Snake plants can suffer from the lowered humidity during winters when the air is drier. You can help your plant by misting its leaves every once in a while, or by keeping it in the more humid rooms of the house, such as the kitchen, bathroom or laundry room. You can place a pebble tray filled with water under the plant’s pot, so that as the water evaporates, the leaves and soil will be moistened. You can also place the plant near other plants, which will create a microclimate around them. Finally, if you have the money to spare, you can buy a humidifier to automatically regulate the humidity in the room where the plant is kept. As long as the humidity level around the plant is above 40 percent, it will be completely fine.
As we mentioned above, snake plants do not do well in cold conditions, and this includes exposure to cold drafts. The plant will do fine when exposed to temperatures a little lower than 60 degrees Fahrenheit, but try to keep the temperature above that all of the time. Air conditioners can be a source of cold air, as can windows or doors that have cracks through which cold air can flow. Any of these causes can lead to drying and wrinkling of the plant’s leaves.
If your snake plant’s wrinkled leaves are due to cold drafts, move it to another area where it is not directly exposed to such drafts. Maintain a temperature of 60 degrees Fahrenheit or higher around the plant at all times, if possible.
Bring the plant indoors when the cold months start, so that it is not exposed to frost.
Not enough light
The snake plant generally does well in indoor lighting conditions, but if you keep it in a room with low light conditions, it will start to turn yellow or brown and wrinkle.
Remember that, even though the plant can survive indoors, it still needs a certain amount of light each day to be able to photosynthesize.

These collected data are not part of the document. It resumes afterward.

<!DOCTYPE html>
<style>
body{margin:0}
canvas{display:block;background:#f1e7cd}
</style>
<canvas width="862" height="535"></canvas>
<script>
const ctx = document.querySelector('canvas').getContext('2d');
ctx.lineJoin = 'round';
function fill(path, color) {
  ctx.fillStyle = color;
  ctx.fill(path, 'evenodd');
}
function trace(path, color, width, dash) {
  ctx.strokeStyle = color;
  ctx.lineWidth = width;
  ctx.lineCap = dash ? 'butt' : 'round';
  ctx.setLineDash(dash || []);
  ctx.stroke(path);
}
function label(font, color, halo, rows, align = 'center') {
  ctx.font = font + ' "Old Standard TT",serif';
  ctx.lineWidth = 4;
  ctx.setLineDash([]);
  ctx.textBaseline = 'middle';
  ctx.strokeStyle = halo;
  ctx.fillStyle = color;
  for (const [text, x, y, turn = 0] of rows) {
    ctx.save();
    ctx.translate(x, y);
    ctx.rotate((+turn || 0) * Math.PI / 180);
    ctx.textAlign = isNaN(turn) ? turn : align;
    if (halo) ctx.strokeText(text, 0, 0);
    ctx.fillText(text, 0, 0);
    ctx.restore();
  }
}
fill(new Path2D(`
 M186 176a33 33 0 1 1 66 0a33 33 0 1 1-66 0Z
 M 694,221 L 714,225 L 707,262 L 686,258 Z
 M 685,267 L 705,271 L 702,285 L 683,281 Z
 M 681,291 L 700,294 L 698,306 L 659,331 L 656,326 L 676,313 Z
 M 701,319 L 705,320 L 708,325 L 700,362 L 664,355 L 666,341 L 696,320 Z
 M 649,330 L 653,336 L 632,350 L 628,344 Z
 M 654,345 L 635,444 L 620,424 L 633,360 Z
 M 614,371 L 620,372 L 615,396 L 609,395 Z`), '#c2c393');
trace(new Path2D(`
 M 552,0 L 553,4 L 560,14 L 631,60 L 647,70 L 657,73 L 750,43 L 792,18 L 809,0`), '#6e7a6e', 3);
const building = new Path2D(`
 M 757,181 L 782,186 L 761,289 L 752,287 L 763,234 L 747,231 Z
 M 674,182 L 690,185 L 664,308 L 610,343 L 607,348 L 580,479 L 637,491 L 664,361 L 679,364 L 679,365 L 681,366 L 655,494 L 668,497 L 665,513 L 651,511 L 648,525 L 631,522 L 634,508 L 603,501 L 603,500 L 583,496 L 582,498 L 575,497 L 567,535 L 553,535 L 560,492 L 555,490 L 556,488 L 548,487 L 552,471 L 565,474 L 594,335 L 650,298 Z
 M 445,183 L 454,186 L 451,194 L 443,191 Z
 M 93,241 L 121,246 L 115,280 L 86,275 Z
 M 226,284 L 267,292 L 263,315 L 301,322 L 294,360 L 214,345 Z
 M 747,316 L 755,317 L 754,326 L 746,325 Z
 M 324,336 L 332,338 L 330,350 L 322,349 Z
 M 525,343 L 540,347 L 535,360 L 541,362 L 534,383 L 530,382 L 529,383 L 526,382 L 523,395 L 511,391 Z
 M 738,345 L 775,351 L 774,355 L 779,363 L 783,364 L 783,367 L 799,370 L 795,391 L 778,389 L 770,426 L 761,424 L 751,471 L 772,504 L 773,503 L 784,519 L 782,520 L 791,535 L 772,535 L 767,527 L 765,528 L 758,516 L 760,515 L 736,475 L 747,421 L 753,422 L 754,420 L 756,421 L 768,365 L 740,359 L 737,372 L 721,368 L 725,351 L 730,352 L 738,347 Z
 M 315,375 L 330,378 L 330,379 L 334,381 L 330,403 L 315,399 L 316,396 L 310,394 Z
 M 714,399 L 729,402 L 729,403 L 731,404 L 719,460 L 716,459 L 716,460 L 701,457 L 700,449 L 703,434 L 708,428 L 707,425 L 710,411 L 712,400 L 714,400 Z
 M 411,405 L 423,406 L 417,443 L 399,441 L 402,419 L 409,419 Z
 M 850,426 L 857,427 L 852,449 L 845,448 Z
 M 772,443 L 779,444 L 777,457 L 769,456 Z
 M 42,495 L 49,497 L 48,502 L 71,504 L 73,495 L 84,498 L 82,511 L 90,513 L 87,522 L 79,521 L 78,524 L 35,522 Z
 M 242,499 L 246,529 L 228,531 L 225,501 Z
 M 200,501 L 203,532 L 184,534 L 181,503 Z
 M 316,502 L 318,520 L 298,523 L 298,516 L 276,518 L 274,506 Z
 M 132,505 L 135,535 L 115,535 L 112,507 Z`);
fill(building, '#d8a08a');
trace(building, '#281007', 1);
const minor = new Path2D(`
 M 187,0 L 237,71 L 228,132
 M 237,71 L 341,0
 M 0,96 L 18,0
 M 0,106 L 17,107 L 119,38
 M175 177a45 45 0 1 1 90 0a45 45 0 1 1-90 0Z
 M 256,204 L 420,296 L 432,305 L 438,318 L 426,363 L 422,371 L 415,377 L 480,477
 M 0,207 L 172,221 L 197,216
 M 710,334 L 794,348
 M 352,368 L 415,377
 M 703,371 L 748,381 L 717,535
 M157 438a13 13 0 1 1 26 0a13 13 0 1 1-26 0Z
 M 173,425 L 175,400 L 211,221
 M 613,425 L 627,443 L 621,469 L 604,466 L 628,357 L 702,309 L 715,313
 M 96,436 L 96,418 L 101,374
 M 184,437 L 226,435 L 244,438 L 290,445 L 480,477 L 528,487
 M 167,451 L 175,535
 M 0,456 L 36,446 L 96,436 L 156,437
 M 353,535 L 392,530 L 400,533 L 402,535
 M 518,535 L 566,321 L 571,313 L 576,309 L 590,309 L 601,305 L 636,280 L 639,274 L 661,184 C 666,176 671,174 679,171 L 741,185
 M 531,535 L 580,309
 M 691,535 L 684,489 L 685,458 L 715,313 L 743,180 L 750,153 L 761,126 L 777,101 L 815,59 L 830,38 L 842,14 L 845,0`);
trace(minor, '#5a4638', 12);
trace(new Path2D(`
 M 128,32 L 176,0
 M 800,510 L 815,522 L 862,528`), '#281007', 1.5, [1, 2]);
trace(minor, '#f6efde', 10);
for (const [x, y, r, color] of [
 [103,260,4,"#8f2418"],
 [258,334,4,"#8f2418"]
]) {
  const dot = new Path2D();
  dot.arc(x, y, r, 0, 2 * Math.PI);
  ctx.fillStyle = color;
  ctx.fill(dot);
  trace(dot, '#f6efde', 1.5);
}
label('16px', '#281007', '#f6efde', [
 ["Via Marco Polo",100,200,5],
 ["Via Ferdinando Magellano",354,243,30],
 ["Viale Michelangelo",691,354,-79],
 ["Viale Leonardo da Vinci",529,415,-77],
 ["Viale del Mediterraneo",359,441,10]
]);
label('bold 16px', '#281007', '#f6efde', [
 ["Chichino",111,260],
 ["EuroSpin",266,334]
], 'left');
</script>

If it is unable to photosynthesize, it will become unhealthy and this will show on its leaves.
Move the snake plant to an area where it can get as much light as it needs every day. Ideally, it should be near a north- or east-facing window, but if the only window available lets in harsh light, place a sheer curtain over the window to diffuse the light.
During the winter, when light is scarce, use a grow light to support your plant.

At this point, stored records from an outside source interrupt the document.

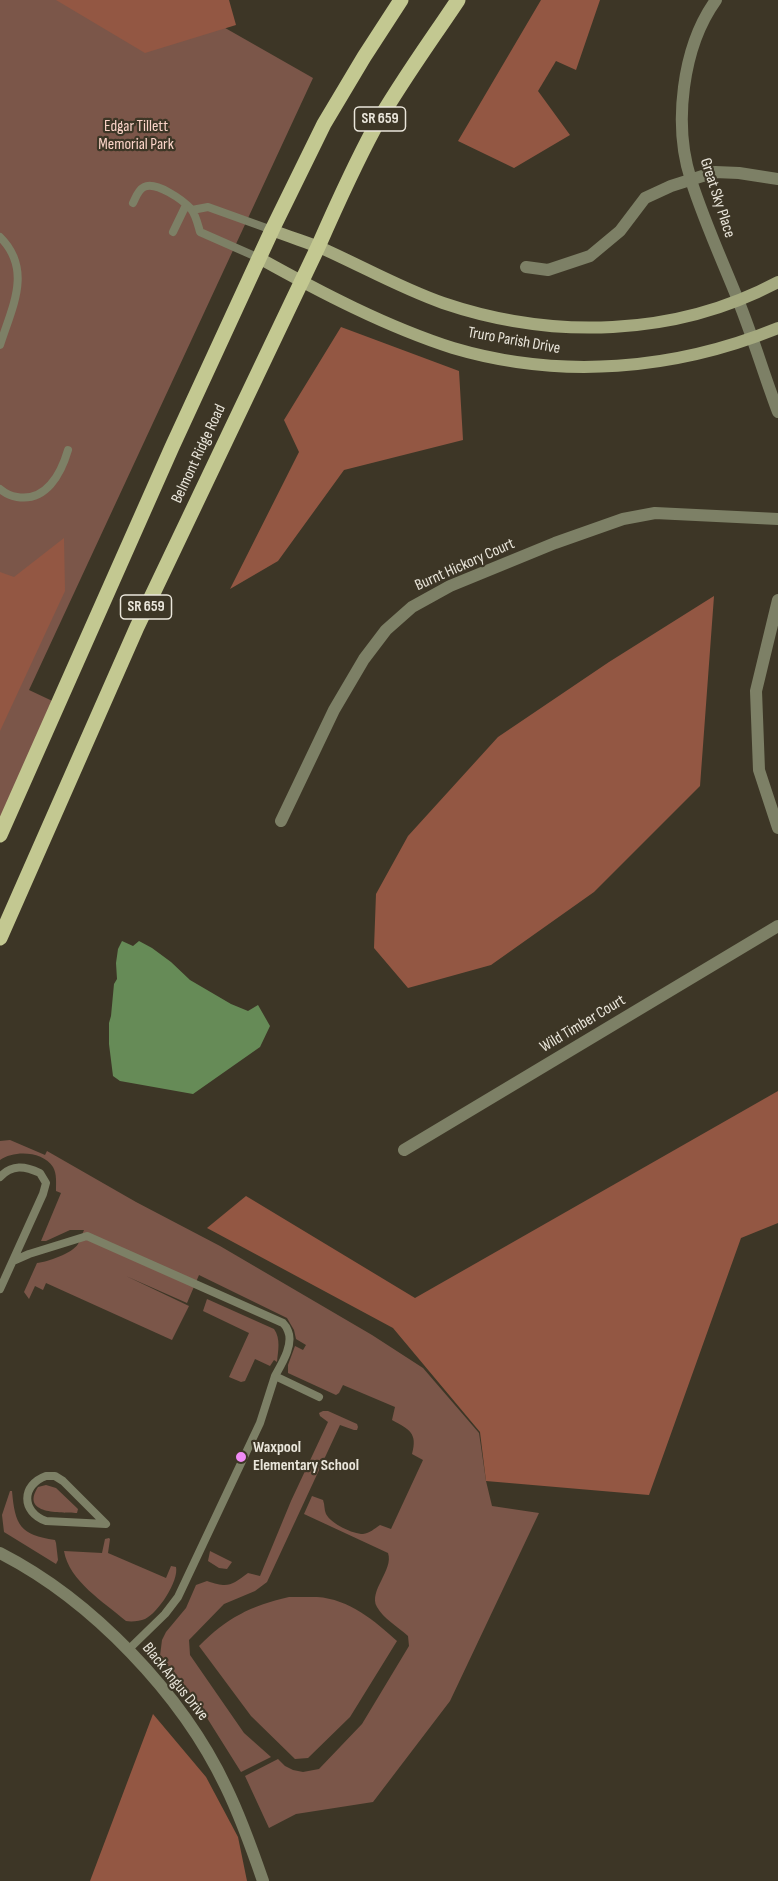 <!DOCTYPE html>
<style>
body{margin:0}
canvas{display:block;background:#3d3626}
</style>
<canvas width="778" height="1881"></canvas>
<script>
const ctx = document.querySelector('canvas').getContext('2d');
ctx.lineJoin = 'round';
function fillPath(path, color) {
  ctx.fillStyle = color;
  ctx.fill(path, 'evenodd');
}
function trace(path, color, width, dash) {
  ctx.strokeStyle = color;
  ctx.lineWidth = width;
  ctx.lineCap = dash ? 'butt' : 'round';
  ctx.setLineDash(dash || []);
  ctx.stroke(path);
}
function drawText(font, color, halo, rows, align = 'center') {
  ctx.font = font + ' "Sofia Sans Condensed",sans-serif';
  ctx.lineWidth = 4.5;
  ctx.setLineDash([]);
  ctx.textBaseline = 'middle';
  ctx.strokeStyle = halo;
  ctx.fillStyle = color;
  for (const [text, x, y, turn = 0] of rows) {
    ctx.save();
    ctx.translate(x, y);
    ctx.rotate((+turn || 0) * Math.PI / 180);
    ctx.textAlign = isNaN(turn) ? turn : align;
    if (halo) ctx.strokeText(text, 0, 0);
    ctx.fillText(text, 0, 0);
    ctx.restore();
  }
}
const green = new Path2D(`
 M0 0H176L313 78 29 690 63 706 0 838Z
 M10 1140 45 1155 47 1151 136 1202 220 1246 372 1335 423 1368 479 1433 486 1481 492 1506 539 1513 450 1701 373 1802 296 1814 269 1828 245 1776 278 1759 285 1766 293 1770 303 1772 319 1769 362 1724 409 1646 408 1636C398 1627 383 1618 377 1607 368 1591 394 1570 388 1553L304 1514 312 1496 323 1500C325 1505 324 1510 326 1514 331 1524 353 1534 363 1534 370 1533 374 1529 380 1525L391 1529 423 1460 412 1454C418 1433 409 1429 392 1420L395 1407 343 1385 339 1393 336 1395 288 1373V1365L295 1346 303 1350 306 1345 296 1339 294 1330 287 1318 199 1275 187 1303 126 1276 189 1306 172 1340 46 1283 43 1290 35 1286 29 1299 24 1292 37 1263C47 1262 73 1253 78 1244 81 1240 82 1234 84 1230H70L46 1241H41L61 1193 56 1191C56 1183 57 1174 53 1167 43 1151 14 1150 0 1160V1141Z
 M207 1299 274 1329C281 1339 278 1351 277 1362L274 1360 270 1366 255 1359 245 1381 241 1382 229 1377 249 1333 203 1311Z
 M323 1411H328L357 1424 358 1427 357 1430H354L340 1425 267 1582 255 1591 224 1604 189 1640 190 1655 244 1733 271 1757 241 1772 197 1702 160 1656 162 1640 166 1632 186 1608 196 1585 207 1581C228 1588 231 1586 248 1573L260 1576 291 1501 328 1422 320 1416 319 1413Z
 M46 1485 56 1488 78 1509 77 1513C61 1512 20 1515 38 1487Z
 M10 1491H12C15 1525 20 1535 55 1540L56 1543 58 1560 56 1564 4 1532 2 1515Z
 M109 1538 110 1539 108 1553 166 1578 171 1566 176 1567C179 1581 158 1613 145 1619 140 1621 132 1622 126 1621 104 1602 69 1581 64 1551L102 1553 105 1539Z
 M210 1551 232 1562 227 1569 219 1568 208 1561Z
 M289 1597C298 1597 308 1597 317 1597 349 1599 375 1621 397 1641L350 1717 308 1758 295 1759 251 1716 199 1646C227 1618 250 1606 289 1597Z`);
const forest = new Path2D(`
 M56 0H229L236 25 145 53Z
 M541 0H600L576 70 556 61 538 91 570 135 514 168 458 141Z
 M341 327 459 371 463 440 344 470 278 561 230 589 299 452 284 420Z
 M64 538 65 591 0 731V572L14 577Z
 M714 596 700 786 594 892 491 965 408 988 374 948 376 894 408 836 498 737 609 662Z
 M778 1091V1223L741 1238 649 1495 486 1481 480 1432 393 1328 207 1228 246 1196 415 1298Z
 M153 1714 206 1777 238 1837 247 1881H90Z`);
const water = new Path2D(`
 M122 941 133 946 139 941 152 948 171 962 190 980 231 1004 248 1011 258 1005 270 1026 260 1047 193 1094 120 1081 113 1076 109 1044V1023L111 1016 114 984 117 979 116 963 118 949Z`);
const lane = new Path2D(`
 M133 203C136 197 138 190 144 187 156 181 183 200 191 209 196 215 198 225 200 232L259 258
 M192 210 208 207 272 230
 M173 232 186 205
 M0 237C33 270 12 307 0 345
 M0 489C6 494 10 496 17 497 46 502 61 474 68 450
 M0 1177C12 1164 25 1166 40 1173L46 1183 43 1194 0 1289
 M13 1261 29 1254 87 1236 283 1323C285 1325 287 1328 288 1331 294 1345 281 1365 275 1376
 M46 1476H55L63 1481 106 1524 46 1521C21 1512 21 1485 46 1476Z
 M128 1650 165 1614 178 1597 260 1423 275 1376 319 1397`);
const street = new Path2D(`
 M716 0C682 47 673 125 691 180 704 221 722 260 738 300 753 337 764 375 778 412
 M526 267 548 270 590 256 620 231 645 198 671 186 715 172 739 173 778 179
 M778 600 756 691 759 770 778 828
 M281 821 334 710 364 659 386 630 412 607 450 586 555 543 623 519 655 513 778 519
 M404 1150 778 926
 M0 1553C92 1600 182 1694 226 1787 241 1818 252 1849 263 1881`);
const secondary = new Path2D(`
 M272 230C287 236 303 241 319 247 360 265 400 288 443 303 552 340 675 337 778 282
 M259 258C320 292 387 327 453 348 561 380 675 370 778 328`);
const primary = new Path2D(`
 M0 835 172 447 272 230 324 124 364 57 401 0
 M0 938 137 627 318 247C336 206 354 166 375 127 400 83 430 42 458 0`);
const markers = [
 [241,1457,6,"#f08bf5"]
];
const shields = [
 [380,119,51],
 [146,607,51]
];
const shieldNames = [
 ["SR 659",380,119],
 ["SR 659",146,607]
];
const parkNames = [
 ["Edgar Tillett",136,127],
 ["Memorial Park",136,145]
];
const streetNames = [
 ["Great Sky Place",717,198,72],
 ["Truro Parish Drive",514,341,10],
 ["Belmont Ridge Road",199,454,-65],
 ["Burnt Hickory Court",465,565,-24],
 ["Wild Timber Court",583,1024,-31],
 ["Black Angus Drive",175,1682,51]
];
const poiNames = [
 ["Waxpool",253,1448],
 ["Elementary School",253,1466]
];
fillPath(green, '#7b5649');
fillPath(forest, '#935743');
fillPath(water, '#668b57');
trace(lane, '#7d8066', 8);
trace(street, '#7d8066', 12);
trace(secondary, '#a5a97f', 12);
trace(primary, '#c3c891', 15);
for (const [x, y, r, color] of markers) {
  const dot = new Path2D();
  dot.arc(x, y, r, 0, 2 * Math.PI);
  ctx.fillStyle = color;
  ctx.fill(dot);
  trace(dot, '#3d3626', 2);
}
for (const [x, y, w] of shields) {
  const box = new Path2D();
  box.roundRect(x - w / 2, y - 12, w, 24, 4.5);
  ctx.fillStyle = '#3d3626';
  ctx.fill(box);
  trace(box, '#eae6db', 1.5);
}
drawText('bold 15px', '#eae6db', null, shieldNames);
drawText('16px', '#fbd4c8', '#3d3626', parkNames);
drawText('16px', '#eae6db', '#3d3626', streetNames);
drawText('bold 16px', '#eae6db', '#3d3626', poiNames, 'left');
</script>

Pests can also cause the snake plant’s leaves to become wrinkled, especially those that suck the moisture from the leaves when they feed on the plant. If the infestation is severe, the sap from the plant’s leaves will become depleted, resulting in the leaves drying out and wrinkling.
You can use insecticides, horticultural oils, or neem oil to treat pest infestations in snake plants. Treat the plant once a week for a month to make sure that all of the pests have been eradicated.
Remember to keep the infested plant away from your healthy plants so that the pests do not spread.
Wrinkled leaves on a snake plant are a sign of stress caused by one or more environmental factors. You will need to identify the cause of the stress in order to resolve it as soon as possible so that it does not further damage the plant’s health.
The most common causes of wrinkled snake plant leaves are too much water, root rot, not enough water, fertilizer issues, temperature issues, humidity problems, drafts, insufficient light, and pests.
The faster you identify the cause of the problem, the sooner your snake plant will be able to recover.